ASSIGNMENT:
Please return every line below that contains the string "stream".
***** RECORDS PROVIDED
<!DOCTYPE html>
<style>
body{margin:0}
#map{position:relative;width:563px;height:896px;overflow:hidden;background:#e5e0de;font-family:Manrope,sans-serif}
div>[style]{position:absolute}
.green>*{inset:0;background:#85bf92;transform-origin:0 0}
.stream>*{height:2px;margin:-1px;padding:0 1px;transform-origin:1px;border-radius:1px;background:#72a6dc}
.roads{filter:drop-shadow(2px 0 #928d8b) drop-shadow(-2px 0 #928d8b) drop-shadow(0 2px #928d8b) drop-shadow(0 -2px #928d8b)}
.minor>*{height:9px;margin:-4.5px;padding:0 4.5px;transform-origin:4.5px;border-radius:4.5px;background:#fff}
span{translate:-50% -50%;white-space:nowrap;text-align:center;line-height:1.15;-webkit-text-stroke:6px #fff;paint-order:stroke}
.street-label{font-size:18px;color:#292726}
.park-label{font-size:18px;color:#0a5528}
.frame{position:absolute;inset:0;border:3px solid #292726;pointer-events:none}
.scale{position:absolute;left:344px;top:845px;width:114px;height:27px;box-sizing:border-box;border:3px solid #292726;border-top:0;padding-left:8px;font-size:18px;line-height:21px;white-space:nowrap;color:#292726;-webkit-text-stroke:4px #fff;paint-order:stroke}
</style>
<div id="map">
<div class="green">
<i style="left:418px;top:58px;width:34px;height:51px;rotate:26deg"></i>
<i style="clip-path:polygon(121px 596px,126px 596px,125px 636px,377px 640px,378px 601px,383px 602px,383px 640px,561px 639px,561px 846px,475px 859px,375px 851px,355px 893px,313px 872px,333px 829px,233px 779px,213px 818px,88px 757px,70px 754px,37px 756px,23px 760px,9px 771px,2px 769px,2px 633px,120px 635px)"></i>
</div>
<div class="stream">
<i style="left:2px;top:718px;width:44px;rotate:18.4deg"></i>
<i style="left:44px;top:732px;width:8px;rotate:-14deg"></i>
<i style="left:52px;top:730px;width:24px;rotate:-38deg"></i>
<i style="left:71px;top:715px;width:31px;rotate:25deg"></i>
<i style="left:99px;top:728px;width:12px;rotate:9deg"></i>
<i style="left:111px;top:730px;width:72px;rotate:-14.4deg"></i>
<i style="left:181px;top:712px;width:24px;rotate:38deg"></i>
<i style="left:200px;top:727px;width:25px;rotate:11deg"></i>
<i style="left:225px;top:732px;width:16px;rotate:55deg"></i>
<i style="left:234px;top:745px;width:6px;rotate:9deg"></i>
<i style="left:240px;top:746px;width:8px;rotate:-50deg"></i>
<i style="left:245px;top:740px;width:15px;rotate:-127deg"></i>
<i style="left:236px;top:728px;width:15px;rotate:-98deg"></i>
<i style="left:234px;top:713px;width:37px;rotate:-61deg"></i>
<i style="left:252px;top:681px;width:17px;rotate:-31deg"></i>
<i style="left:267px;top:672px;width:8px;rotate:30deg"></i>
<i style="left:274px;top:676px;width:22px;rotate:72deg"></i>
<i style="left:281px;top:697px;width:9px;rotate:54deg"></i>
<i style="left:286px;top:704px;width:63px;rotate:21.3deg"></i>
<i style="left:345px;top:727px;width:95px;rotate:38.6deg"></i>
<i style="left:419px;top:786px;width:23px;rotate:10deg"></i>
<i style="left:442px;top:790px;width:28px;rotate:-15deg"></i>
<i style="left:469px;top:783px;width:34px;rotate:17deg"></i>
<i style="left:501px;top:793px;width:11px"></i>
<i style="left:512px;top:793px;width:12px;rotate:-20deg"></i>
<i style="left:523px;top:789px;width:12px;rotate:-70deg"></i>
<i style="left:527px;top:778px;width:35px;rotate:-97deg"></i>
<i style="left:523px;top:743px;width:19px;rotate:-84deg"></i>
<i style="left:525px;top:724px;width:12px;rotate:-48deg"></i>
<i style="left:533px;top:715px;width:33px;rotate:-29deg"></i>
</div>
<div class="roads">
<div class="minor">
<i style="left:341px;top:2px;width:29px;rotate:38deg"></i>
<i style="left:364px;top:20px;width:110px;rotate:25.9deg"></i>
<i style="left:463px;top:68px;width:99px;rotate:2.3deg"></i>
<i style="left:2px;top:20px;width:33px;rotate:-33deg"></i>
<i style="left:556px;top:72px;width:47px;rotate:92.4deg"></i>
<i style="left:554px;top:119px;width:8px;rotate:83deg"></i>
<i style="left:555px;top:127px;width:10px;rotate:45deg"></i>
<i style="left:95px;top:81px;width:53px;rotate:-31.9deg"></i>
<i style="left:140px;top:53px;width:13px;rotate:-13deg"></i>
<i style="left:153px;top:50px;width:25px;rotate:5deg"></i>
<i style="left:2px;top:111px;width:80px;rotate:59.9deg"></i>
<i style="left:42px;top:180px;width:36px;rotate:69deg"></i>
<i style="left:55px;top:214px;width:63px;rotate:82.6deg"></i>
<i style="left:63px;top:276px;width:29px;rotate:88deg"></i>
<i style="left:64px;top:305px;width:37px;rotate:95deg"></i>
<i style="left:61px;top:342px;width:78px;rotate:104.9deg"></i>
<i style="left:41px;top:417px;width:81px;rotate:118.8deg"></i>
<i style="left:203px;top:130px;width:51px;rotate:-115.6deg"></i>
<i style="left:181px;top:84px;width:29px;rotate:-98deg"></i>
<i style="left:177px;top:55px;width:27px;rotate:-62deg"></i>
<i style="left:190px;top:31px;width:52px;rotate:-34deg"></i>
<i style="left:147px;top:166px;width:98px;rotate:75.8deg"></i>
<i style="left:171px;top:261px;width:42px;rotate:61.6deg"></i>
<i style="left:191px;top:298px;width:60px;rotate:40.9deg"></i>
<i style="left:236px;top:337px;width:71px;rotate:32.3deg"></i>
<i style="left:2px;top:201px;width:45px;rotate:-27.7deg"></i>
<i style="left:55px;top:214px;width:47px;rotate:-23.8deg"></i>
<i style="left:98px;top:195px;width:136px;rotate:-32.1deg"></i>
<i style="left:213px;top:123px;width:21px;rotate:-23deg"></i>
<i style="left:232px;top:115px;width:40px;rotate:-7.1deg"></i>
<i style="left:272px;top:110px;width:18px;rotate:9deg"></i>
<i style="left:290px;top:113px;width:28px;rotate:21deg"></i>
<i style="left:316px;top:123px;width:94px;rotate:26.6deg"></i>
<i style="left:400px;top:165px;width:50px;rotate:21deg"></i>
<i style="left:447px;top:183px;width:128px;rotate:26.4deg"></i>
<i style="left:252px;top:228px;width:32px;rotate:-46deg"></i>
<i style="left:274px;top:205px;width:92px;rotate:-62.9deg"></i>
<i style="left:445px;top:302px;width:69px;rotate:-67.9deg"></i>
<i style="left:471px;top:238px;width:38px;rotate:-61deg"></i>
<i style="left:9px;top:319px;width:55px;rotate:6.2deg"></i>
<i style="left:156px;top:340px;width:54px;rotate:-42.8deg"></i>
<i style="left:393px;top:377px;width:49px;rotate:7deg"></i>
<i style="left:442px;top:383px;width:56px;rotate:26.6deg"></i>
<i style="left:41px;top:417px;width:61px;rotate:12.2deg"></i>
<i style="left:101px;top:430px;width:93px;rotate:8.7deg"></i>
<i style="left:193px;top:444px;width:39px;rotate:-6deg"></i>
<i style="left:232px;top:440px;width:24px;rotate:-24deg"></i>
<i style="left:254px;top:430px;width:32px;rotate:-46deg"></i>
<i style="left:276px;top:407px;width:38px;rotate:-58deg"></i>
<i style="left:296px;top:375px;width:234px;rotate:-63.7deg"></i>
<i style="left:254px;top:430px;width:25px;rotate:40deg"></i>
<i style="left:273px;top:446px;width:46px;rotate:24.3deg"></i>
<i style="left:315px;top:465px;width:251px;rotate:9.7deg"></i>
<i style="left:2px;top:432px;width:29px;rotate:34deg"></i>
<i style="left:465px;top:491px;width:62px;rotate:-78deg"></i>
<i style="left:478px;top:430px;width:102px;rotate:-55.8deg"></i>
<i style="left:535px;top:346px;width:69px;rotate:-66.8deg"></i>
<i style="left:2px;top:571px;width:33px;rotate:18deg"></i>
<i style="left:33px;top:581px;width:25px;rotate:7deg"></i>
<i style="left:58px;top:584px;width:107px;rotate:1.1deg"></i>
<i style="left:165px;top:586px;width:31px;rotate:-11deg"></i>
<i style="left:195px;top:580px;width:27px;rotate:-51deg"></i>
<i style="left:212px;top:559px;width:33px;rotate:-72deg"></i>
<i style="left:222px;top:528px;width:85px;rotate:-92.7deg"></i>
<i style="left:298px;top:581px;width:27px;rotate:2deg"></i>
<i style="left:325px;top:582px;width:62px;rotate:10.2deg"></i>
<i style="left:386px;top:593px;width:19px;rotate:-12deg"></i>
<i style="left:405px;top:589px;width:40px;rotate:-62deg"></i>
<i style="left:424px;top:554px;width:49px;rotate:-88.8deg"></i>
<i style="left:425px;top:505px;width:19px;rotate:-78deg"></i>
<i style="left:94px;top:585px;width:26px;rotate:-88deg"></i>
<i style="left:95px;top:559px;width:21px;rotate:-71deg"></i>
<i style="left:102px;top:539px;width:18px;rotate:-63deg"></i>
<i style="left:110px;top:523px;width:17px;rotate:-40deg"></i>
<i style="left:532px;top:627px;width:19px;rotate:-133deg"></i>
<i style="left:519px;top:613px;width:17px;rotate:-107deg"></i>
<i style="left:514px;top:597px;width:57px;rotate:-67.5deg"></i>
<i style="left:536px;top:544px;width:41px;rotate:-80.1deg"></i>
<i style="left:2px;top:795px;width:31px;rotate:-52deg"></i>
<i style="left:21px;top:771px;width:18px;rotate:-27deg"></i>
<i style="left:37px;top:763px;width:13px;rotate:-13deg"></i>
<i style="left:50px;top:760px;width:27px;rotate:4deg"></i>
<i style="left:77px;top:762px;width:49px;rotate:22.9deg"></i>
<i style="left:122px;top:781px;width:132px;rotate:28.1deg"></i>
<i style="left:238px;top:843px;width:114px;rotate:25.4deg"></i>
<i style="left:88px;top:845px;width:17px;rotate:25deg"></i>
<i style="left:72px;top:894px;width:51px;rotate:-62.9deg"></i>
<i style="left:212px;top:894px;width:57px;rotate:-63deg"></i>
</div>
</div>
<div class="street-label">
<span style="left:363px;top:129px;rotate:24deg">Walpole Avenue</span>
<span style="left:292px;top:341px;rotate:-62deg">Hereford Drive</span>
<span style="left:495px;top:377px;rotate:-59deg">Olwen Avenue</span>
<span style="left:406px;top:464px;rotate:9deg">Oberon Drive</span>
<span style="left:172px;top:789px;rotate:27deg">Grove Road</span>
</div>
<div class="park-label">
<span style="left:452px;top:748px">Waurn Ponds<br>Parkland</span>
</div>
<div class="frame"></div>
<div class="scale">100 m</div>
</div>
**********
TASK ANSWER:
.stream>*{height:2px;margin:-1px;padding:0 1px;transform-origin:1px;border-radius:1px;background:#72a6dc}
<div class="stream">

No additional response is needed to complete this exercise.